In Endless, the root filesystem is read-only and immutable. It is not possible to modify any of the files provided with the OS in any way, including all of those paths above and others.
Flatpak apps are containerised and all of their components are within the app bundle, typically in `/var/lib/flatpak` I believe. (I am not a GNOME user and don't use Flatpak much, but I have a couple of Snap apps installed.)
Nothing goes anywhere else or is allowed to install dependencies etc.
Think of it like a Smartphone. Android and iOS are both *nix OSes. The entire OS is essentially a single image, kept in Flash, and booted into RAM each time you turn on. The user can't change it in any way. Apps are kept in a separate chunk of flash memory and they can't change the OS. OS updates are a single big file that updates the entire OS partition in one operation.
It's a little bit like booting a Live USB with a persistent storage file: nothing can change the SquashFS, but you can add your own files and have them survive a reboot.
Endless works the same way. It is comparable to Red Hat Atomic Workstation, Core OS, Chrome OS, and SUSE MicroOS.
AFAIK they are aiming the educational market. With some emphasis on developing countries and non-connected schools. The OS, for example, comes "with over 50,000 Wikipedia articles".
Actually I think students need to learn to use apt. I swear, the entire reason I got comfortable with the command line is because when I was 16 I couldn't afford a Windows license, and I ordered a free Ubuntu CD.
I'm still very good with the terminal and it serves me well in my six-figure career
I've never really understood why command lines are so intimidating for people. Especially in today's world where you can search up whatever commands you need fairly effortlessly through the power of the internet. A large majority of simple command line use cases tend to be
- How directories, files, and filesystems relate to one another.
- What a server is/does.
- How any kind of raw text whatsoever relates to what the computer "actually is" (the GUI)
- When or how or under what circumstances a program might read a file (say, re-reading a config file)

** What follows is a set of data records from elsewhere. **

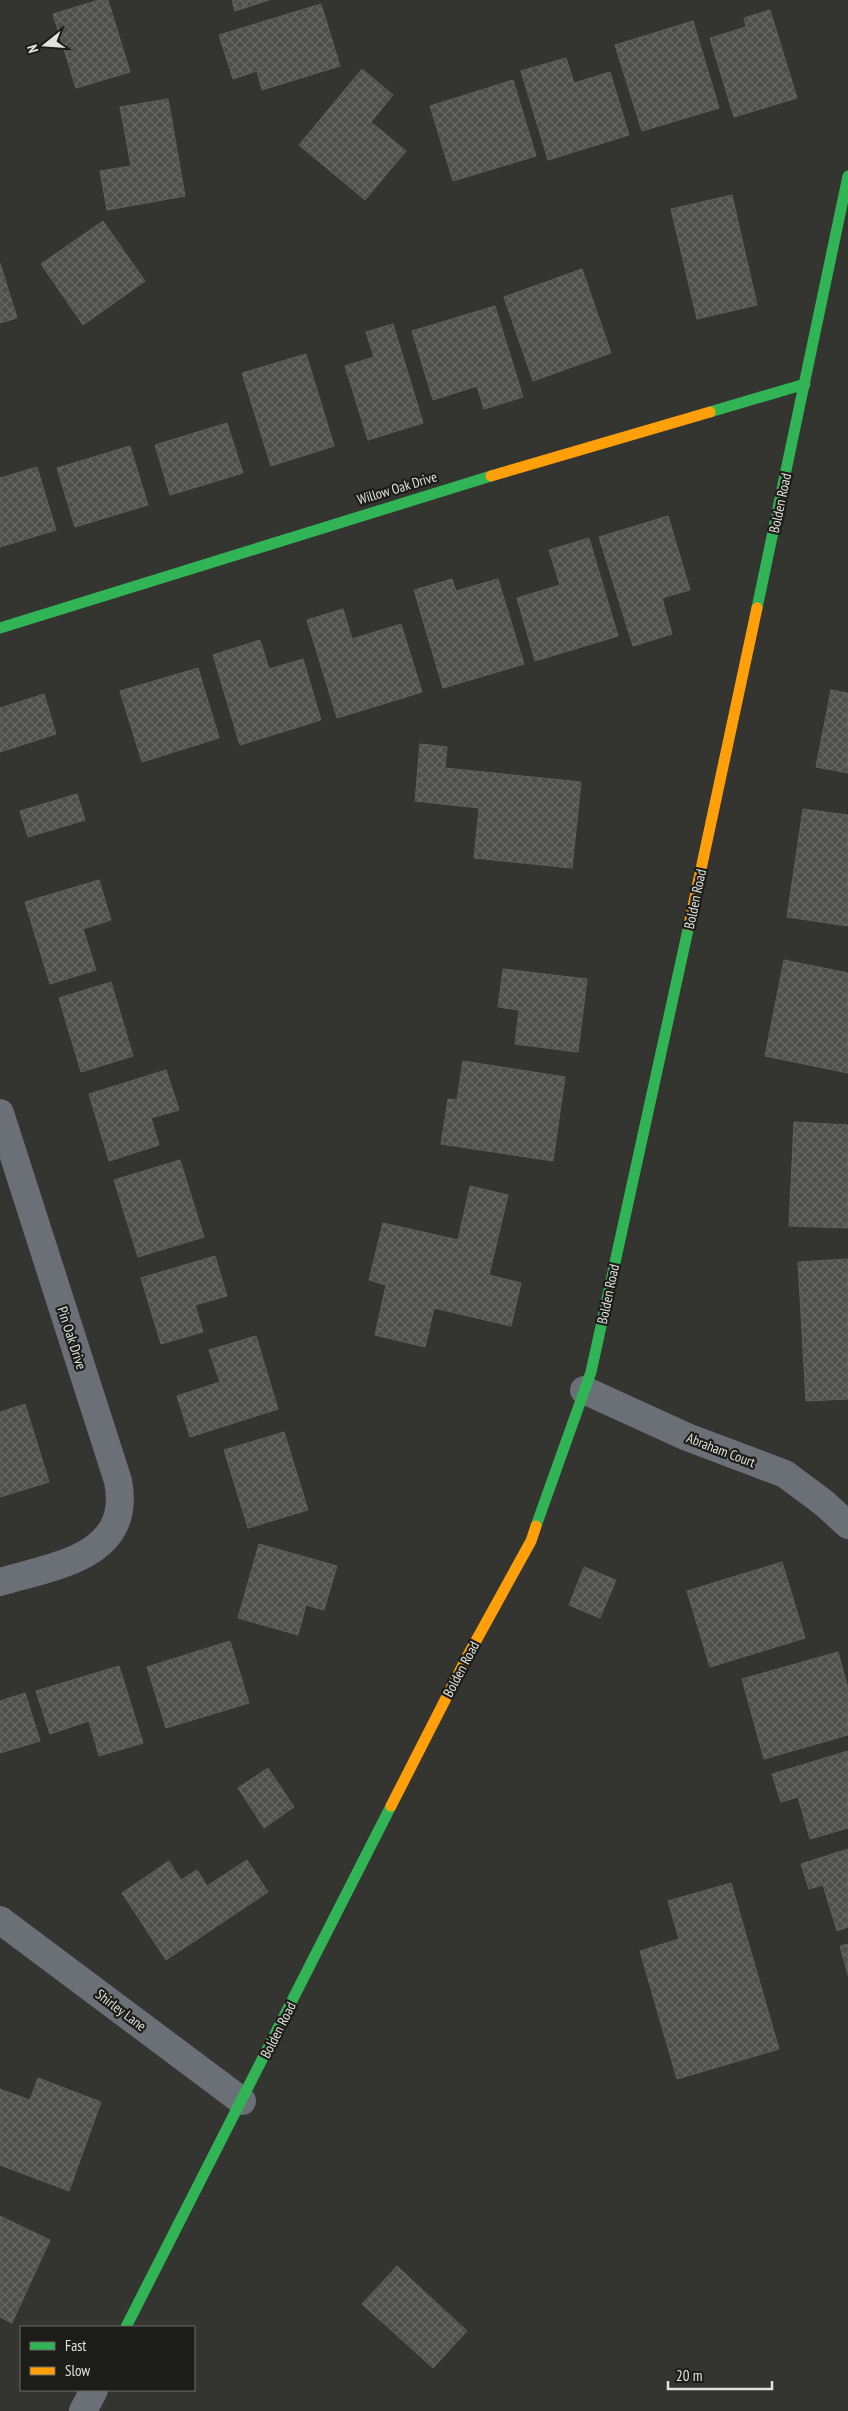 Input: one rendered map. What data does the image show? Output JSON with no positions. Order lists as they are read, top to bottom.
{
  "streets": {
    "street": [
      "Willow Oak Drive",
      "Bolden Road",
      "Pin Oak Drive",
      "Abraham Court",
      "Shirley Lane"
    ]
  },
  "crossings": [
    ["Willow Oak Drive", "Bolden Road"],
    ["Bolden Road", "Abraham Court"],
    ["Bolden Road", "Shirley Lane"]
  ],
  "legend": ["Fast", "Slow"],
  "scale_bar": "20 m",
  "north": "left"
} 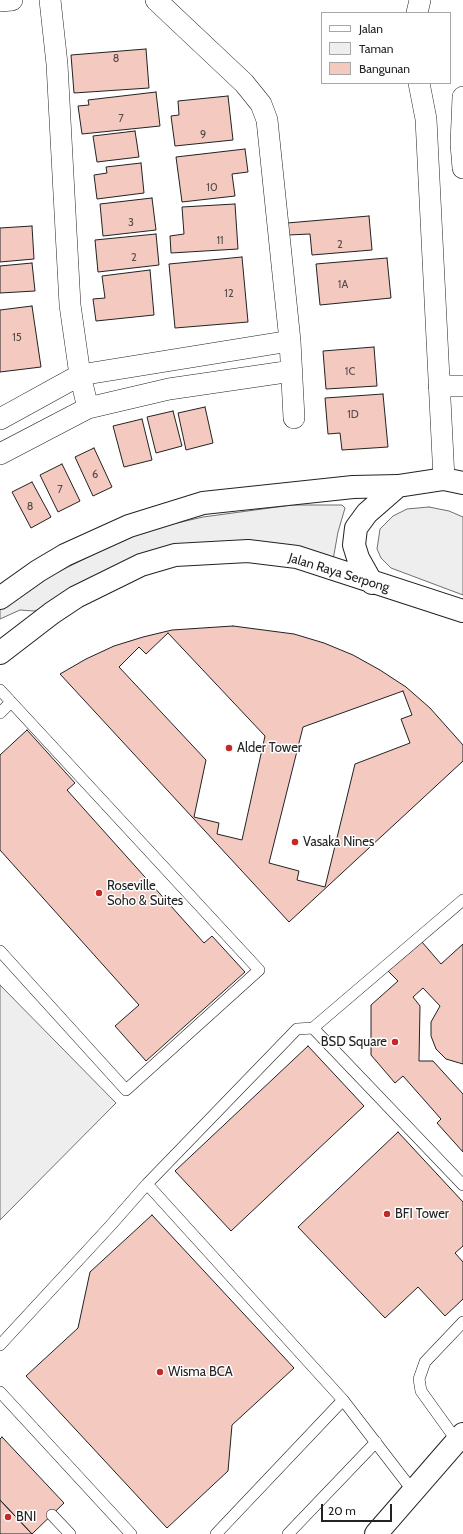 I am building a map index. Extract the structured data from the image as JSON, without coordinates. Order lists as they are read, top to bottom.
{
  "streets": {
    "main road": ["Jalan Raya Serpong"]
  },
  "places": [
    "Alder Tower",
    "Vasaka Nines",
    "Roseville Soho & Suites",
    "BSD Square",
    "BFI Tower",
    "Wisma BCA",
    "BNI"
  ],
  "house_numbers": [
    "8",
    "7",
    "9",
    "10",
    "3",
    "11",
    "2",
    "2",
    "1A",
    "12",
    "15",
    "1C",
    "1D",
    "6",
    "7",
    "8"
  ],
  "legend": ["Jalan", "Taman", "Bangunan"],
  "scale_bar": "20 m"
} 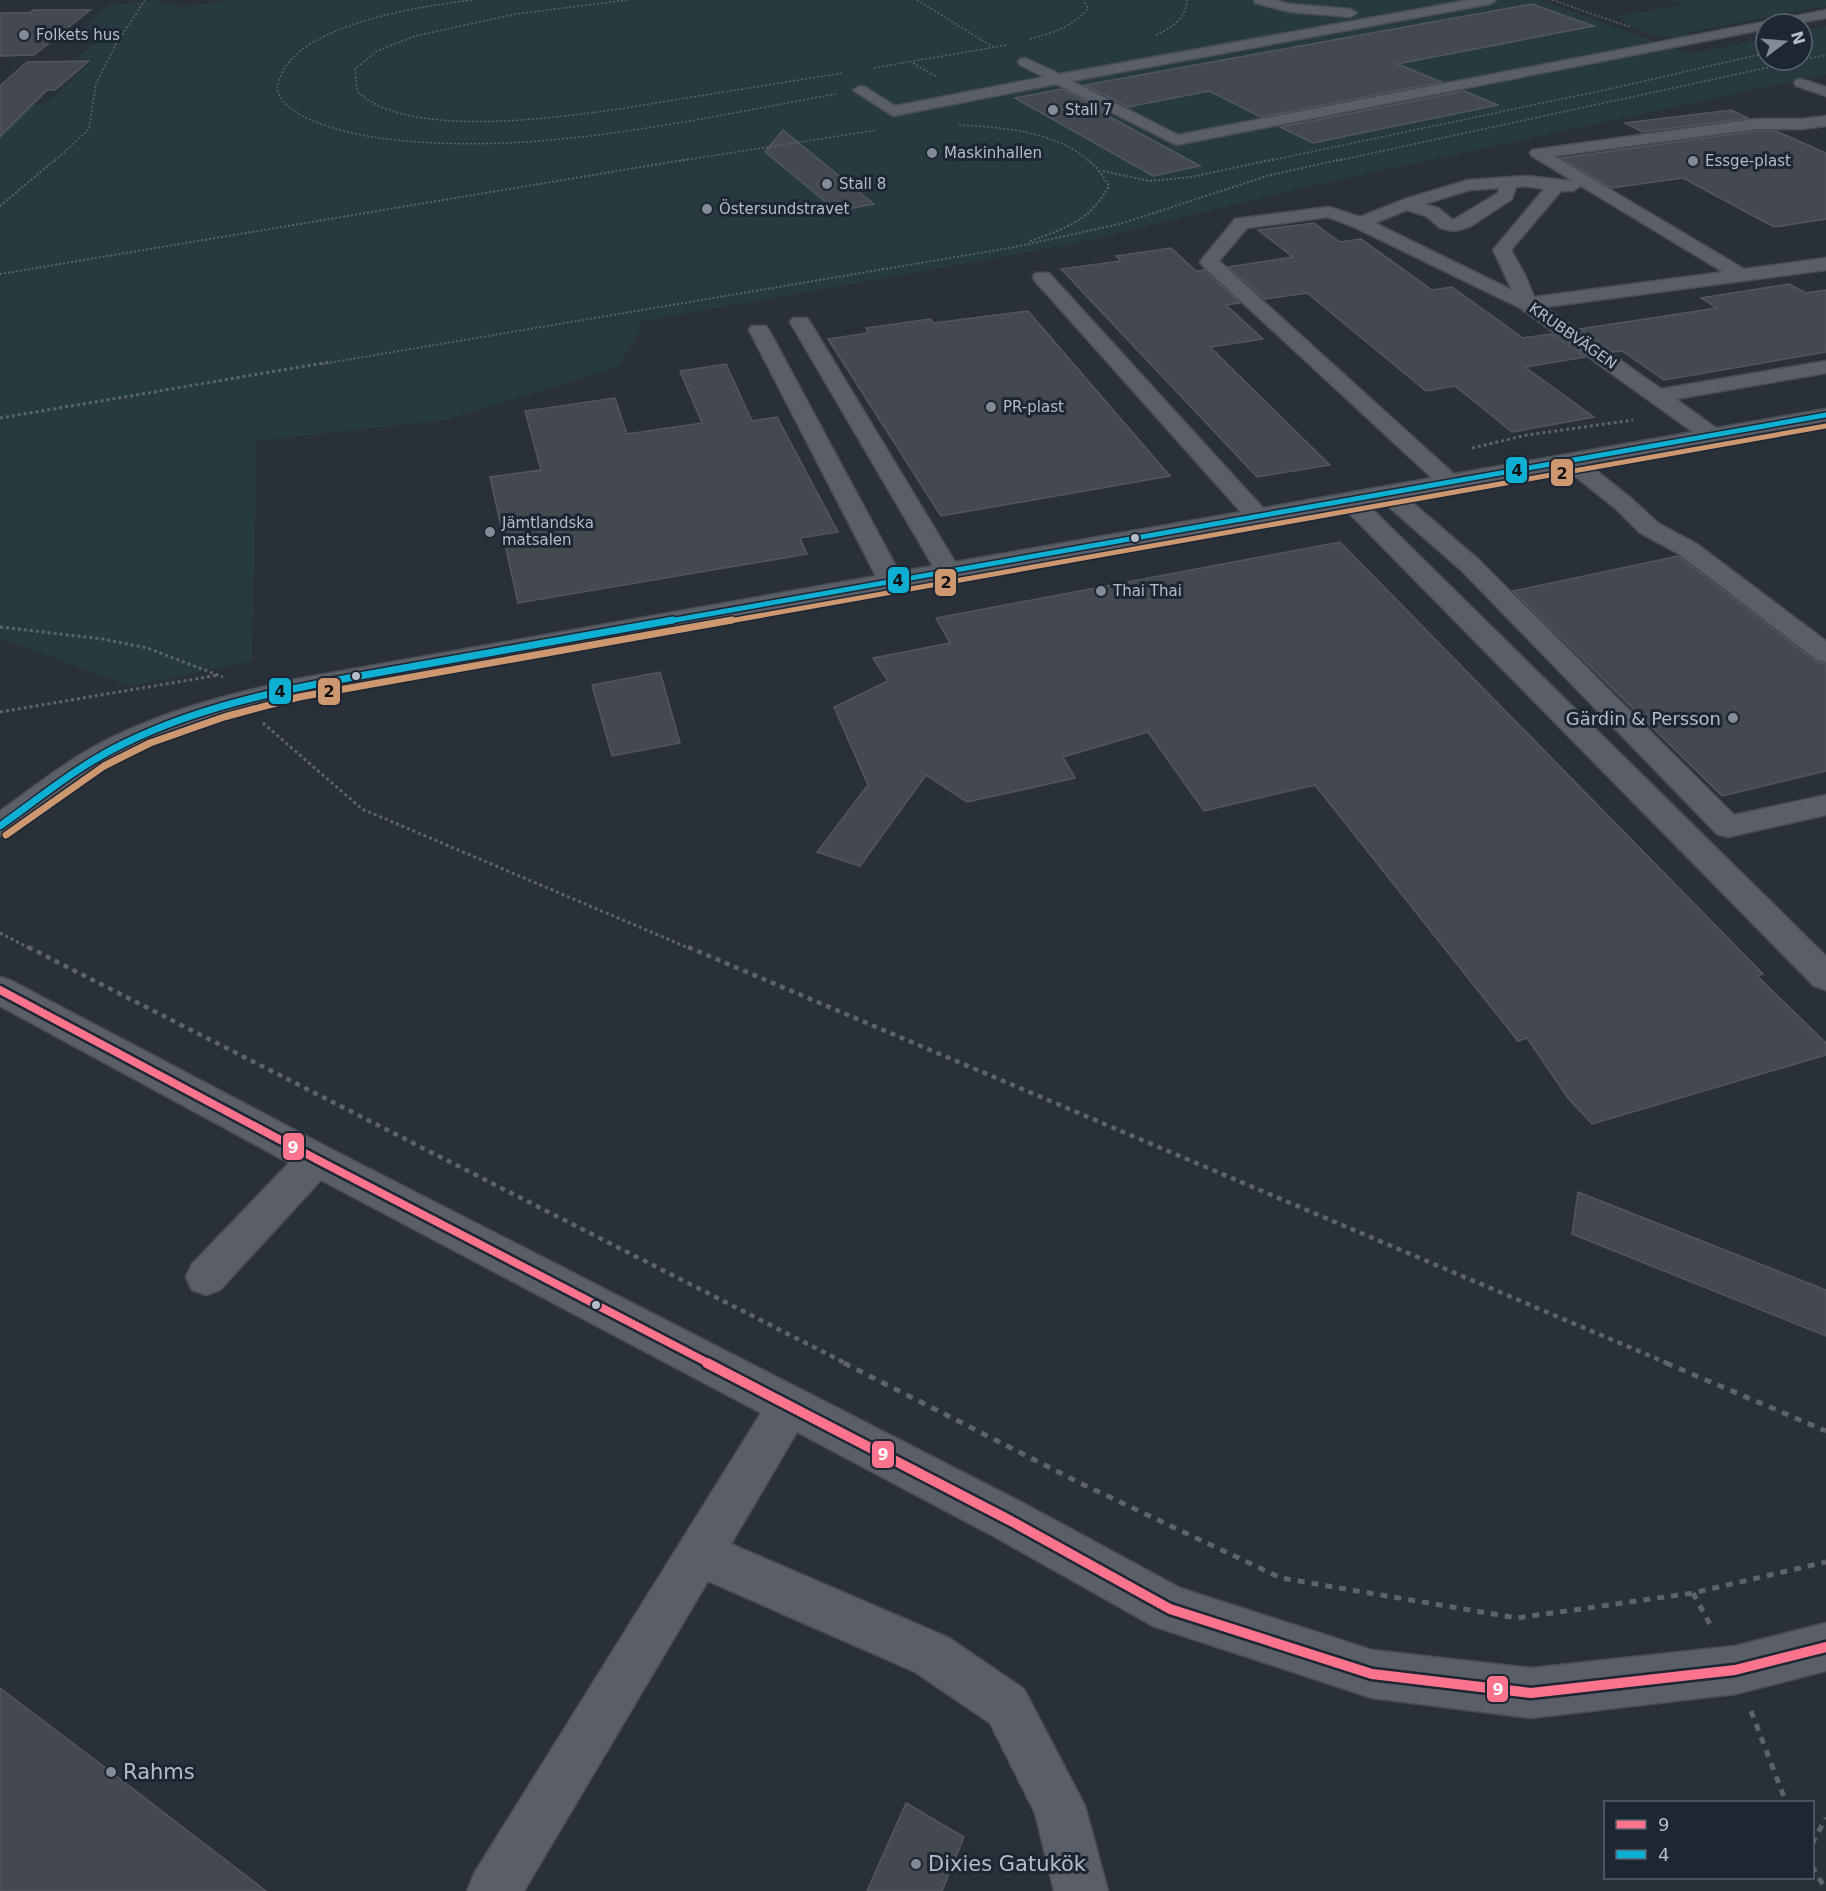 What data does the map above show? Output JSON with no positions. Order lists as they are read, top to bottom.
{
  "streets": {
    "street": ["KRUBBVÄGEN"]
  },
  "places": [
    "Folkets hus",
    "Stall 7",
    "Maskinhallen",
    "Essge-plast",
    "Stall 8",
    "Östersundstravet",
    "PR-plast",
    "Jämtlandska matsalen",
    "Thai Thai",
    "Gärdin & Persson",
    "Rahms",
    "Dixies Gatukök"
  ],
  "lines": ["transit line 4", "transit line 2", "transit line 9"],
  "legend": ["9", "4"],
  "north": "right"
}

- What all that prompt noise means.
- Why some things they type on the command line work and why others don't—they don't understand that the things they're running are discrete programs and not somehow built in to the terminal or the OS, and they certainly don't understand the concept of a PATH.
- All kinds of magical bullshit you need to just know (or spend time finding out then internalizing) to use a command line (what the fuck is ".."? Why do I need to put "-" before things seemingly at random, but other times that breaks stuff? Et c., et c.)
- What they can even expect to be able to do on the command line (change permissions on files? Is that a thing you can do? Oh now you're going to need to learn how your OS permissions system works on a lower level than you've ever needed to know before, or else just blindly copy-paste from the Web and hope for the best)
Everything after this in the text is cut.